Ten eerste, Dekker zet zijn betoog in met de twee aspecten van bekering: concreet en zichtbaar nieuw handelen, en verandering van het hart, c.q. ombuiging van de wil. Ik zou een derde willen toevoegen: verandering van denken, niet meer denken volgens de schema’s van deze wereld (Romeinen 12, 1vv) maar naar de zin (nous) van Christus (I Korinthe 2, 16). Bekering gaat over hoofd, hart en handen. Bekering als metanoia (van meta-nous) is misschien wel primair: breken met een wijze van denken over onze omgang met de aardse goederen zoals die common sense is. Dat omvattende spectrum – noem het: Christus en de machten – zou met name hoofdstuk 6 sterker hebben gemaakt. Natuurlijk heeft Dekker het daar over de cultuur van het ik-tijdperk met alles wat daarin meekomt. Maar de analyse van wat er werkelijk aan de hand is en hoe het zover is gekomen, en hoe weerloos wij ook als kerk waren tegenover de machten van materialisme, consumentisme et cetera, en hoe weinig kennelijk de preken van onze generatie de machten ontmaskerden en zo richting gaven aan het leven van de gemeente in deze wereld – die analyse zou aan scherpte kunnen en ook moeten winnen.

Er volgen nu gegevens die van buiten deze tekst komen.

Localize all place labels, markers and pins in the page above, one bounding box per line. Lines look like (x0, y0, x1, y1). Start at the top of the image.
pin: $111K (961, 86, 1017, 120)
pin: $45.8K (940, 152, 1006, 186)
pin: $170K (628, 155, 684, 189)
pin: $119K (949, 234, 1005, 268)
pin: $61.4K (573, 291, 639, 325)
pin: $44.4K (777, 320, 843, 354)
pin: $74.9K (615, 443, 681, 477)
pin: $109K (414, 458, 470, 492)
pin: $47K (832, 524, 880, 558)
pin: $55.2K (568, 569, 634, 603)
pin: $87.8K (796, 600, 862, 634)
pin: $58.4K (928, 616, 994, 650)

Ik denk ook aan hoofdstuk 7 Bekering en de groene agenda. Ik lees een mooie oproep tot de vroomheid van het oude dankgebed bij de maaltijd. Ik herken met Dekker in dat oude gebed de eerbied voor de Schepper en het besef dat God eigenaar is van alles en niet wij. Ik herken en waardeer Dekkers pleidooi voor soberheid. Allemaal waar en belangrijk. Maar ik mis de spirituele en theologische verbijstering in retrospectief, dat wij, christelijke gemeente en dominees niet anders, in grote delen van ons leven net zo wereldgelijkvormig geworden waren/zijn in onze omgang met de goederen van deze wereld, als onze omgeving. Dat heeft alles te maken met onze nous: ons denken volgens de schema’s van deze wereld als het gaat om bestaanszekerheid, vrijheid, genot en geluk. Wie herkent niet op eigen wijze de onthutsing over de collectieve en individuele blindheid voor dingen die we nu inzien. Kortom: de oproep tot bekering moet ingebed zijn in een visie op de ‘geestelijke boosheden in de lucht’, noem het: ideologie-kritiek.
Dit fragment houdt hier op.